Yeah when you make it sound like a comic book or Walt Disney cartoon and then claim this is the guide for our lives then yes it sounds pretty stupid. “Hey doctor, it hurts when I hit my head like this.” Doctor: “Maybe you shouldn’t hit your head like that.”

There is a caveat here. We can do anything He did with the Holy Spirit. But as that tends to have supernatural properties I guess you don’t believe in that either. Shame, it is actually very helpful, especially if I get out of my depth. Which happens more often than I would like to admit.

RIchard

Wow, honestly never looked at the story like that before, its definitely an eye opener.

So, this is one thing that has had me confused and is also a bit of topic. The definitions i found between the two are:

“Basically, magic and miracles differ in their source: magic has either a human or demonic source, but miracles are a supernatural work of God.”

The thing i wonder is jesus is the son of God, but he also walked the earth as a human, so does that mean because he is the son of God that it overides such acts and they are thus miracles?

Jesus cornered the master of the ceremony who had the authority to address the guests and he praised the groom for not cutting the wine after they had freely drunk, to pretend wealth, and give them cheap wine when thy had lost their pallet / been drunk already. Now some people could of course interpret the comment of the master of ceremony as a complaint that the groom has so far served them the cheap wine, but that would imply the master of ceremony having failed his duty to reject that wine. If however th groom had enough money to buy plenty of wine that praise would be fake as it would imply him to be wealthy thus not needing to do so and the master of ceremony would imply a fake reality supported by Jesus. .

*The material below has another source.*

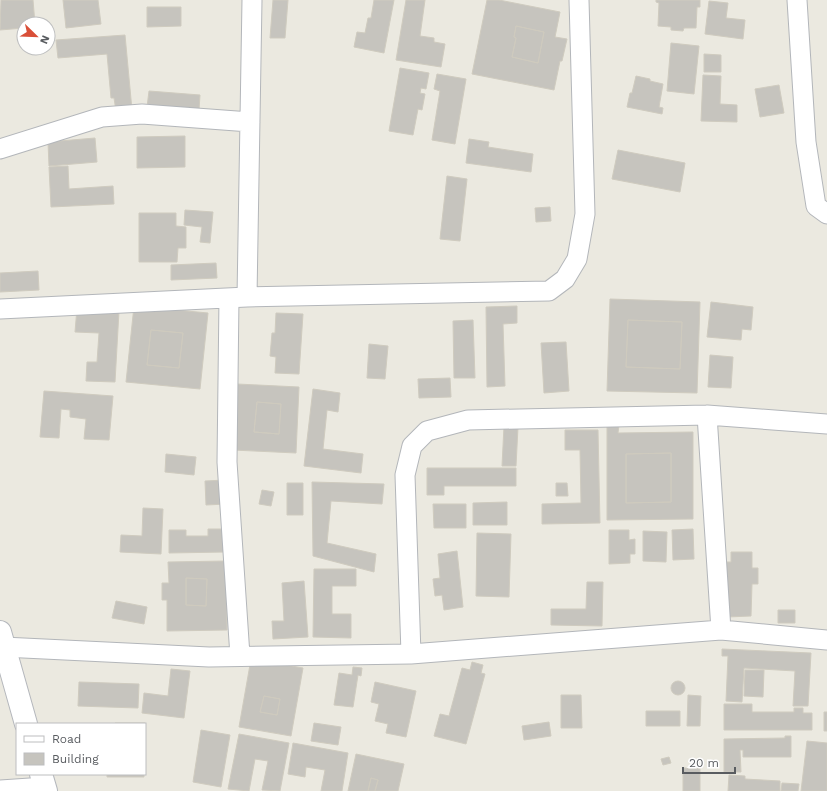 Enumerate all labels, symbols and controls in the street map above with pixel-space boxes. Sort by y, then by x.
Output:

The hand chisseled stone jars used to hold this sacred water were used especially for that purpose to prevent fouling, as only stone jars did. Clay could not be used for that due to its porosity and glazing was not yet invented. To fill them with a fermented drink - as wine was known to be to those primitive goat herders - would have spoilt those sacred jars. So no, the water served would have been blissfully pure and tasted accordingly without any taste as pure as pure can get.

I wish you to experience to drink from one of those sacred wells as you will never forget that and always stay thirsty for that taste, as I do.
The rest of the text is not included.